Data records:

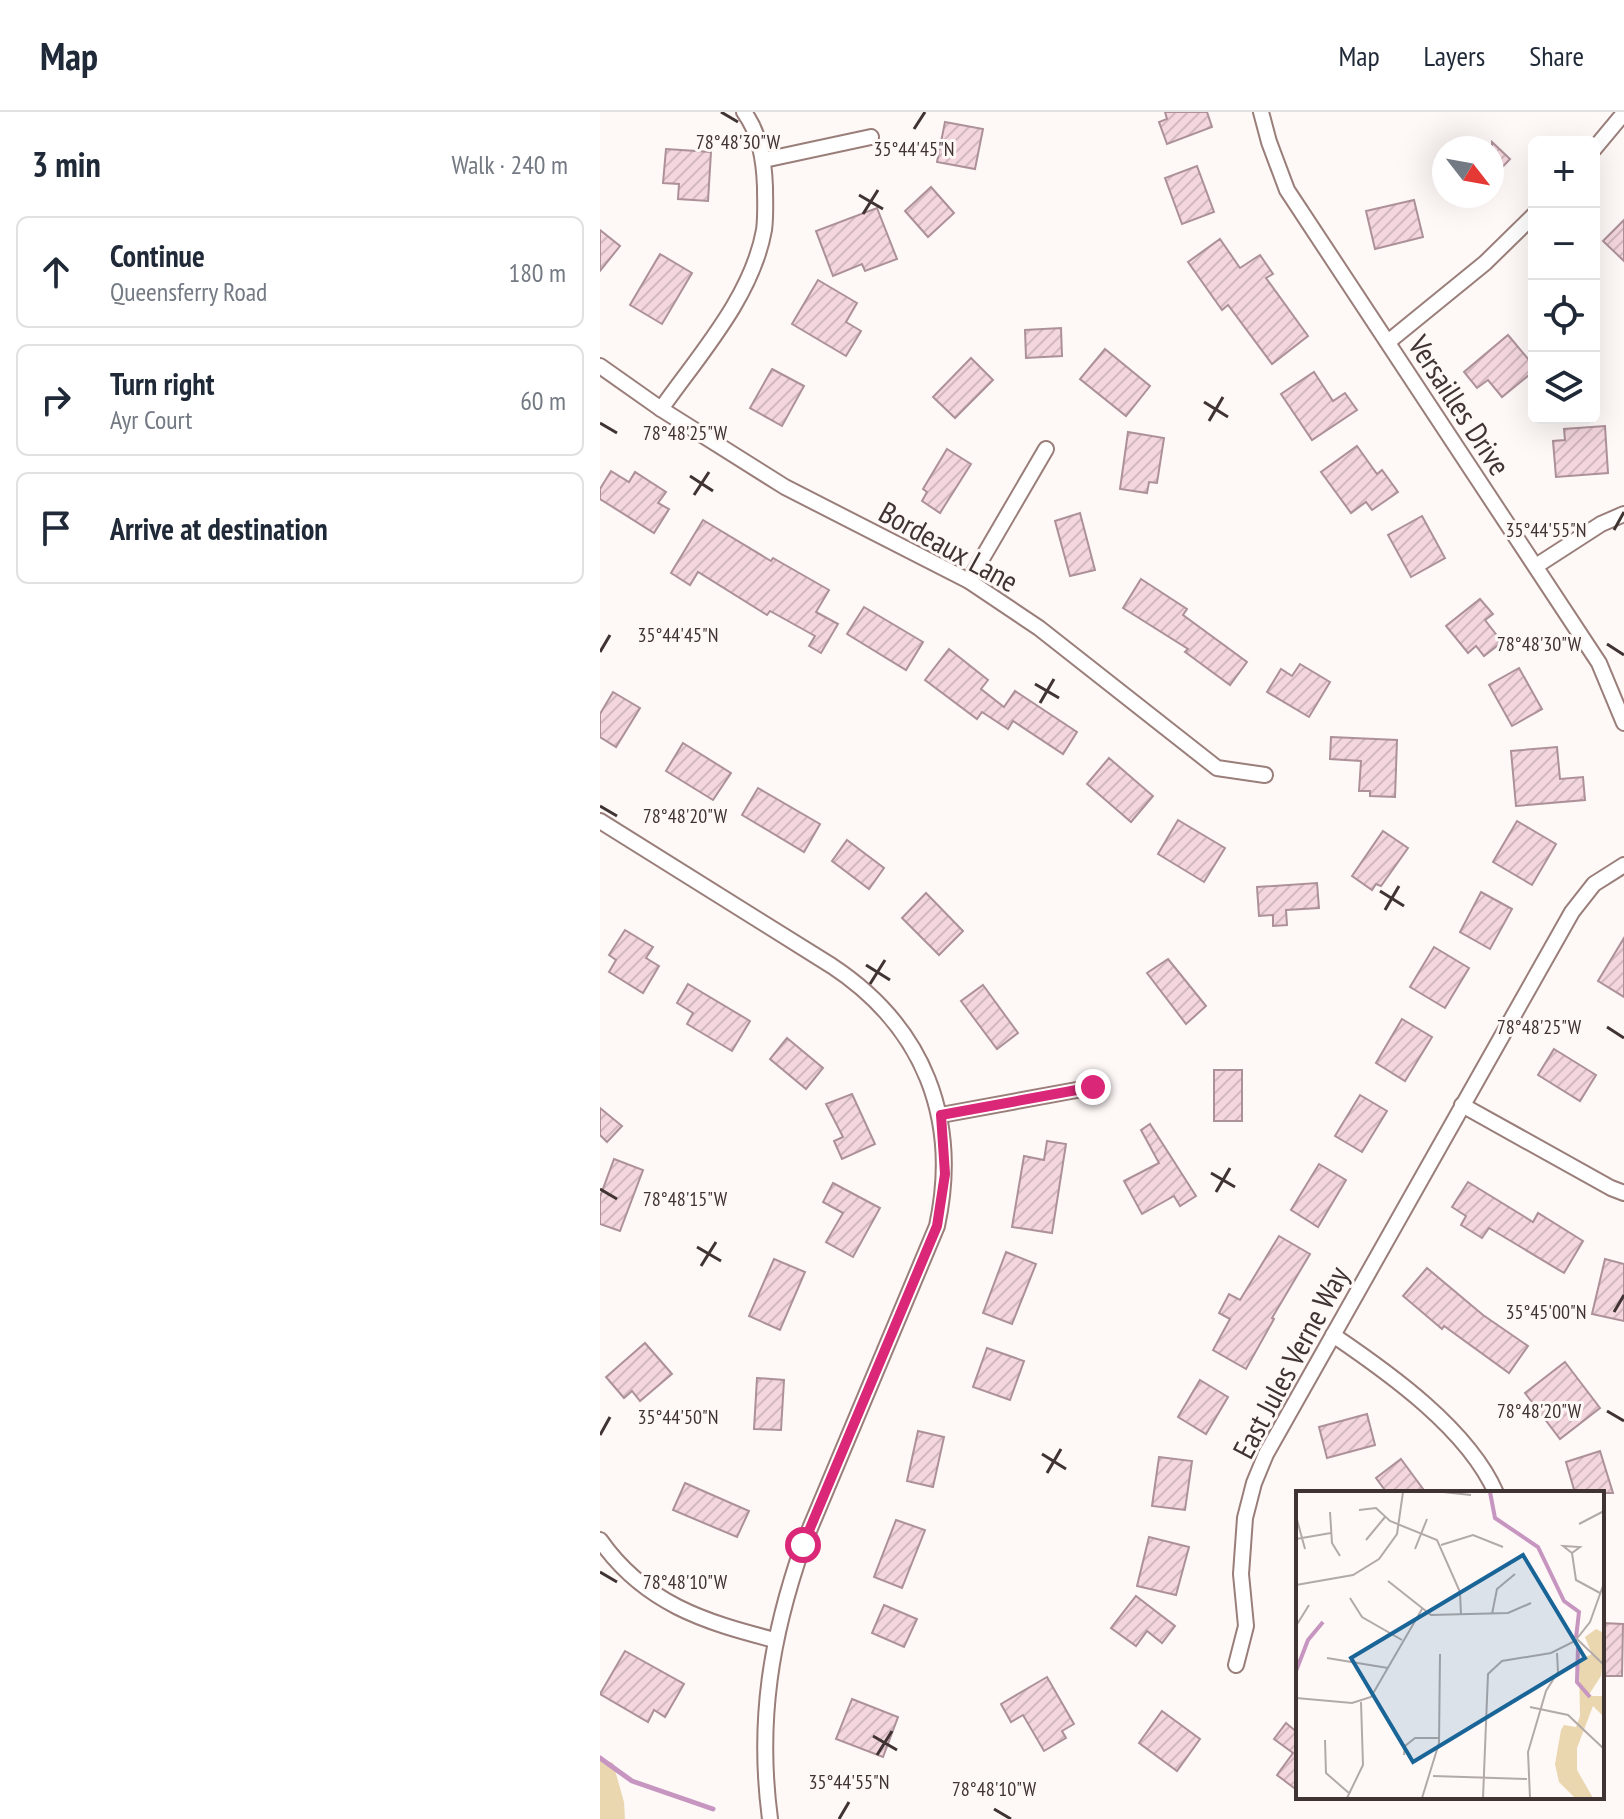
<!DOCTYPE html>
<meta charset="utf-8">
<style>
:root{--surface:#fff;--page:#f6f6f7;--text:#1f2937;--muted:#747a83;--line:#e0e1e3}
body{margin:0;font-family:"PT Sans Narrow",sans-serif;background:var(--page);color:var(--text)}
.controls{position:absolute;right:24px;top:24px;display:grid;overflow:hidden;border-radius:12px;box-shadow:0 8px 32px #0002}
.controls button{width:72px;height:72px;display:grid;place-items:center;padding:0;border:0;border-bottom:2px solid var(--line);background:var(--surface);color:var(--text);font:40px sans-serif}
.compass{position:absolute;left:832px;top:24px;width:72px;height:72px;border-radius:50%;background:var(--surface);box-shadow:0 8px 32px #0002;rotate:121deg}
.stop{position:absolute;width:24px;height:24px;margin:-18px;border:6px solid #db2777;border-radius:50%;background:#fff}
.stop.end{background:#db2777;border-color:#fff;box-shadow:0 2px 8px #0008}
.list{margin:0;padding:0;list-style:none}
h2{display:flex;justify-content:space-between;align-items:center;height:104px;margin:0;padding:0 32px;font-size:34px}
h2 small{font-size:26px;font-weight:400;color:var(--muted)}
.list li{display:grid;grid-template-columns:52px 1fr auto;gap:24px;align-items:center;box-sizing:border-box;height:112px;margin:0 16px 16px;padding:0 16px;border:2px solid var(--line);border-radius:12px}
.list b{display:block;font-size:30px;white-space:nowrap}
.list p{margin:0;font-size:26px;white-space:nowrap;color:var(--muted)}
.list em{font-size:26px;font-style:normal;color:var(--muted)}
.icon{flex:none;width:44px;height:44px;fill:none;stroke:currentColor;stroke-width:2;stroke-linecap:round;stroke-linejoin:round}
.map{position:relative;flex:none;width:1024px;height:1707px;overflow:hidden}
header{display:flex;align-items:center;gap:48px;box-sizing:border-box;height:112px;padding:0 40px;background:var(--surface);border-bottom:2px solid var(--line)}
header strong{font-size:38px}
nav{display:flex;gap:44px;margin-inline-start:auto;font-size:28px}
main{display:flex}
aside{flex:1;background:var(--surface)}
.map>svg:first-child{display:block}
.grass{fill:#ead7b0}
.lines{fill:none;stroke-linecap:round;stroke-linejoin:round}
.stream{stroke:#c695c0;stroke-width:5}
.building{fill:url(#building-hatch);stroke:#ad9199;stroke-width:2}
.minor-casing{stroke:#9a7e7a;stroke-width:18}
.minor{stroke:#fff;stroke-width:14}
.route{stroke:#db2777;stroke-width:10}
.ticks{fill:none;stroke:#403432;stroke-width:3}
.labels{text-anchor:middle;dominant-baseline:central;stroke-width:6;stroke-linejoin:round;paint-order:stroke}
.street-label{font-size:30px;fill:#403432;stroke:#fef8f7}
.inset-river{fill:none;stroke:#c695c0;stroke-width:4}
.inset-road{fill:none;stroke:#b2aaa8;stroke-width:2}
.view{fill:#1a6598;fill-opacity:0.15;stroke:#1a6598;stroke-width:4}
.inset-edge{fill:none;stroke:#403432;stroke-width:4}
.ticks-label{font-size:20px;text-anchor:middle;fill:#403432;stroke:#fef8f7;stroke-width:6;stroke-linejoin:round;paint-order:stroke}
</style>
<header>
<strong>Map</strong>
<nav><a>Map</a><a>Layers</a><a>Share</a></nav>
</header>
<main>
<aside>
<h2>3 min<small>Walk · 240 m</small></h2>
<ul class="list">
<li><svg class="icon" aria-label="ahead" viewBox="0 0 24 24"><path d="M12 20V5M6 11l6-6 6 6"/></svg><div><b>Continue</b><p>Queensferry Road</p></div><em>180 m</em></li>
<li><svg class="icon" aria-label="right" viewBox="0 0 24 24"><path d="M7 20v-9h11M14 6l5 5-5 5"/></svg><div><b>Turn right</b><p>Ayr Court</p></div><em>60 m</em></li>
<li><svg class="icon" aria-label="arrive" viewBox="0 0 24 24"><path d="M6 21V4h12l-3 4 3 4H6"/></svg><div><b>Arrive at destination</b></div></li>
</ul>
</aside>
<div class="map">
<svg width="1024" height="1707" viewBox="0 0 1024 1707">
<defs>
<pattern id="building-hatch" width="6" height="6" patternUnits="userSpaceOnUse" patternTransform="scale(2)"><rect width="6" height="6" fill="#f4d6de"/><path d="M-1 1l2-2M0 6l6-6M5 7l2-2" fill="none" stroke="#d2b8bf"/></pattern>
</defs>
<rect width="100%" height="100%" fill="#fef8f7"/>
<path class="grass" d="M0,1647L13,1651L24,1690L25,1707H0Z"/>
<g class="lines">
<path class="stream" d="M0,1646L32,1669L113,1697"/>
</g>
<g class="building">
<path d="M565,0H607L612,15L567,32L559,10L567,7Z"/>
<path d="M345,10L383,17L375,57L337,50Z"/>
<path d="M892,30L910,47L892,66Z"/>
<path d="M66,37L111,40L108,89L78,87L79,72L63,71Z"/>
<path d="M597,54L614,100L582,112L565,66Z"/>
<path d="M331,75L354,101L328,125L305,99Z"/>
<path d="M814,88L823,125L775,137L766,99Z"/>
<path d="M277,96L297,147L265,159L262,152L233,164L216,119Z"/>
<path d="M1024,108V149L1003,129Z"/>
<path d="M0,118L20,134L0,159Z"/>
<path d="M620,127L640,156L660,143L673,162L666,166L708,224L672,252L628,193L622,198L588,150Z"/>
<path d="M60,142L92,161L62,212L30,193Z"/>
<path d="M218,168L257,191L246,210L261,219L246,244L192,212Z"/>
<path d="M461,216L462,244L426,246L425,218Z"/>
<path d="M908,223L934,254V259L902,285L888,268L877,276L864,260Z"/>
<path d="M505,237L550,274L526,304L480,267Z"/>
<path d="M371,246L393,268L355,306L333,285Z"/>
<path d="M172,257L204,274L182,314L150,296Z"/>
<path d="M714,260L733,289L745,281L757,298L712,328L681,282Z"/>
<path d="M1005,314L1008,361L956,365L953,329L965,328L964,317Z"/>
<path d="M528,320L564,326L557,371L549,370L547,381L520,377Z"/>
<path d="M757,334L777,362L782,358L798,380L772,398L766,390L751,401L721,360Z"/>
<path d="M347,337L371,352L340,401L322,389L327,380L323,377Z"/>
<path d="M11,359L29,370L35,360L66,380L58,391L69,397L54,421L0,387V377Z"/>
<path d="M480,401L495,458L470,464L455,409Z"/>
<path d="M822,404L845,446L811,465L788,423Z"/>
<path d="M103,408L171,449L173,446L229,478L216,500L238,512L221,541L209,534L215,524L170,499L167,503L98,460L90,473L71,461Z"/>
<path d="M541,467L587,497L583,503L647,550L630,573L585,540L588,537L523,496Z"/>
<path d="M880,487L893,502L885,508L902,530L884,544L876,534L868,541L846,514Z"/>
<path d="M264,495L323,530L306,558L247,522Z"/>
<path d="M349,537L388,568L381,577L404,595L415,579L477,620L463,642L413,609L408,617L382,600L377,607L325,568Z"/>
<path d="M700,552L730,570L709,605L667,580L681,557L692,564Z"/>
<path d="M919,556L942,597L912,614L889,573Z"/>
<path d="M13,580L40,596L16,635L0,625V602Z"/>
<path d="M731,625L797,628L795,685L770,684V679H759L761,649L730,647Z"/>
<path d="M83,631L131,661L113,688L66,659Z"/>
<path d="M957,635L960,667L983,665L985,688L916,694L911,639Z"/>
<path d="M509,646L553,684L531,710L487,672Z"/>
<path d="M158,676L220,712L204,740L142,703Z"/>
<path d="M578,708L625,736L604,770L558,742Z"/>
<path d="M917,709L956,732L932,773L893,750Z"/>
<path d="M783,719L808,736L781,774L776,772L772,778L752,764Z"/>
<path d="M247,728L284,756L269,777L232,749Z"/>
<path d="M717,771L719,796L686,798L687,813L673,814V803L659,804L657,775Z"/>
<path d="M881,780L912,797L890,837L860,820Z"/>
<path d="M326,781L363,819L339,843L302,806Z"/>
<path d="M25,818L53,835L46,846L59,854L43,881L9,860L16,848L9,843Z"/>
<path d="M1024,826V885L998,869Z"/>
<path d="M834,835L869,856L845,896L810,875Z"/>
<path d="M568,847L606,894L586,912L547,861Z"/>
<path d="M88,872L150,909L132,939L87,912L93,901L77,891Z"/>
<path d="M383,873L418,921L397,937L361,889Z"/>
<path d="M802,907L832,925L805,969L776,951Z"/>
<path d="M187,926L223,956L206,977L170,947Z"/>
<path d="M954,937L996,963L980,989L938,963Z"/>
<rect x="614" y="958" width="28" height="51"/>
<path d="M252,982L275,1032L242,1047L234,1029L243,1025L226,992Z"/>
<path d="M760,983L787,999L762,1040L735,1024Z"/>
<path d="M0,996L22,1014L7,1030L0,1023Z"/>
<path d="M550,1012L596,1084L580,1094L574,1084L542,1102L524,1069L559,1051L541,1018Z"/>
<path d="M447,1029L466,1032L452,1121L412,1115L424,1044L444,1048Z"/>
<path d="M14,1047L43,1058L20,1119L0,1112V1085Z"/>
<path d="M719,1052L746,1068L718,1115L691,1098Z"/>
<path d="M868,1070L933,1110L938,1101L983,1129L964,1161L889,1116L882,1126L861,1113L866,1104L852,1095Z"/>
<path d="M233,1071L280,1096L253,1145L226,1130L243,1101L223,1090Z"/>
<path d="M679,1124L710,1142L672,1206L674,1207L646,1257L613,1238L630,1207L619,1201L629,1182L640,1188Z"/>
<path d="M406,1140L436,1152L412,1212L383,1201Z"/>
<path d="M174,1147L205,1160L180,1218L149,1204Z"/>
<path d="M1005,1147L1024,1152V1209L992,1202Z"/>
<path d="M827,1156L883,1203L928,1234L909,1261L844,1214L842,1217L803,1184Z"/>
<path d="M45,1231L72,1262L40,1289L32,1279L24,1286L6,1265Z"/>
<path d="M387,1236L424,1249L410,1288L373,1275Z"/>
<path d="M965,1250L1000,1296L960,1327L925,1281Z"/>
<path d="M157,1266L184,1268L181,1318L154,1317Z"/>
<path d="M600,1268L628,1285L606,1322L578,1305Z"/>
<path d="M767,1302L775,1333L727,1346L719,1315Z"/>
<path d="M318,1319L344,1325L333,1375L307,1369Z"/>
<path d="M1000,1339L1013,1381H975L966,1350Z"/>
<path d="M559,1345L592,1349L585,1398L552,1394Z"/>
<path d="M801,1347L826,1381H787L776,1366Z"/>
<path d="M85,1371L149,1399L137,1425L73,1398Z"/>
<path d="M296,1408L325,1418L302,1476L274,1465Z"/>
<path d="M549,1425L589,1435L576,1483L537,1474Z"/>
<path d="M536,1484L575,1514L562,1531L547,1519L536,1534L511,1516Z"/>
<path d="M284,1493L317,1507L304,1535L272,1521Z"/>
<path d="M1002,1511L1023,1512L1022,1564H1002Z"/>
<path d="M25,1539L84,1572L65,1605L54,1598L48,1610L0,1582Z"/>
<path d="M447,1565L474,1612L462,1619L466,1626L444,1639L423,1603L411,1610L401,1592Z"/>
<path d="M252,1587L298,1605L283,1645L236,1627Z"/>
<path d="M562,1599L600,1627L577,1659L539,1631Z"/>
<path d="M686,1611L698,1621V1679L677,1663L693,1641L674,1627Z"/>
</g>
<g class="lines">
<defs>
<g id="minor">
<path d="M661,0L669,30L687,78L999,551L1024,611"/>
<path d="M994,37L1024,1"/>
<path d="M164,48L271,25"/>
<path d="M788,230L885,151L934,103"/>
<path d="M0,254L61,297L185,375L369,469L439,516L617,656L665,663"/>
<path d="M61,297C99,243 152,185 164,118C166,104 165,89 165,75C164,48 160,22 144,0"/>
<path d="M936,454L1001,412L1024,402"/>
<path d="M369,469L446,337"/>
<path d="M0,709L232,854C324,915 360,1007 337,1114L203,1433C171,1525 157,1609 170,1707"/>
<path d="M862,993L1011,1076L1024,1081"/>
<path d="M341,1003L493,975"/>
<path d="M733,1223C789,1261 868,1317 896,1381"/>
<path d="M0,1428C44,1491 104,1510 175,1528"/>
<path d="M636,1553L646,1514L641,1462L645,1406L654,1371L666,1342L972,800L994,772L1024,753"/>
</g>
</defs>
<use href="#minor" class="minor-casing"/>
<use href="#minor" class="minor"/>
</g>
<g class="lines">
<path class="route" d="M203,1433L337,1114L345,1062L341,1003L493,975"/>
</g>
<path class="ticks" d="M121,0L138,10M314,17L325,0M259,83L283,97M263,102L278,78M604,290L628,305M609,309L623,285M0,311L17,321M90,364L113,379M94,383L109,360M1014,418L1024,400M1007,532L1024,543M0,540L10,523M435,572L459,586M440,591L454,567M0,694L17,704M780,779L804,794M785,798L799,774M266,853L290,868M270,872L285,848M1007,915L1024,926M611,1061L635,1075M0,1077L17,1087M616,1080L630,1056M97,1135L121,1149M101,1154L116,1130M1014,1200L1024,1183M1007,1299L1024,1309M0,1323L10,1305M442,1342L466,1357M447,1361L461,1337M0,1460L17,1470M273,1624L297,1638M277,1643L292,1619M394,1697L411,1707M239,1707L249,1690"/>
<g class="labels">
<g class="street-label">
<text transform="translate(860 293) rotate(57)">Versailles Drive</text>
<text transform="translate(349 434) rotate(29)">Bordeaux Lane</text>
<text transform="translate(690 1250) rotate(-62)">East Jules Verne Way</text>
</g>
</g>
<g transform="translate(696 1379)">
<rect width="308" height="308" fill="#fef8f7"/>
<path d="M300,138L308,142V161L305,185L292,205H308V226L297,215L281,257V279L297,307H279L263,291L259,273L265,239L268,234L280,236L284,225L283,169L296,163L289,146Z" fill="#ead7b0"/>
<path class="inset-river" d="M194,1L199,27L242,56L268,110L283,121L280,147M282,156L281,191L294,206M0,180L12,149L27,131"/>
<path class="inset-road" d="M147,1L175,4M63,19L80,17L94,30L141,49L164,101L165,124M34,21L36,52L44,65M0,25L9,58M283,33L308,20M0,48L35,42M70,49L89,26M145,54L177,44L207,56M119,58L131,28M276,62L284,56L267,55L276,62L280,89L304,102M92,90L135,124L212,122L235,112M0,94L57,84L83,68L101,43L107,1M54,107L66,126L106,149M196,123L201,98L219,83M0,135L13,114M281,148L308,174M31,167L92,177M0,207L56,212L75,206L126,118M234,216L272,224L308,258M29,249L30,282L54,303M108,264L109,255L119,247H143M137,285L231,288M51,307L67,274L65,211M126,307L143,252L144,163M187,307L192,183L206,170L255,162L279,150L294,131L308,92M234,307L232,261L250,200L262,181L261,162"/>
<path class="view" d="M227,64L289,167L117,271L55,167Z"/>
<rect width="308" height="308" class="inset-edge"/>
</g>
<g class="ticks-label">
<text x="138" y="37">78°48'30"W</text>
<text x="314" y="44">35°44'45"N</text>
<text x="85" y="328">78°48'25"W</text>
<text x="946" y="425">35°44'55"N</text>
<text x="78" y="530">35°44'45"N</text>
<text x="939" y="539">78°48'30"W</text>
<text x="85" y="711">78°48'20"W</text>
<text x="939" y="922">78°48'25"W</text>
<text x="85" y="1094">78°48'15"W</text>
<text x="946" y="1207">35°45'00"N</text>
<text x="939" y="1306">78°48'20"W</text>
<text x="78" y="1312">35°44'50"N</text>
<text x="85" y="1477">78°48'10"W</text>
<text x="249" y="1677">35°44'55"N</text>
<text x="394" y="1684">78°48'10"W</text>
</g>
</svg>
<div class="controls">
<button>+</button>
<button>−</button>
<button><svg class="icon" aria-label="locate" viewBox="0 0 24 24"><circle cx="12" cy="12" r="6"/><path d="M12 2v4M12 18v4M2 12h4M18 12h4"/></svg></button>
<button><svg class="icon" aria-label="layers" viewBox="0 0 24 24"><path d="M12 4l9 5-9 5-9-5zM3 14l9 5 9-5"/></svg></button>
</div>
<svg class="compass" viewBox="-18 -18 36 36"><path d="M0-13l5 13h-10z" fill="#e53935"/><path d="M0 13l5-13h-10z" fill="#747a83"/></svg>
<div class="stop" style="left:203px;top:1433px"></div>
<div class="stop end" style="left:493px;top:975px"></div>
</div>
</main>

■ **EXERCISE**:
Report only the number of lines in the data above that contain "absolute".

■ **REPLY**:
3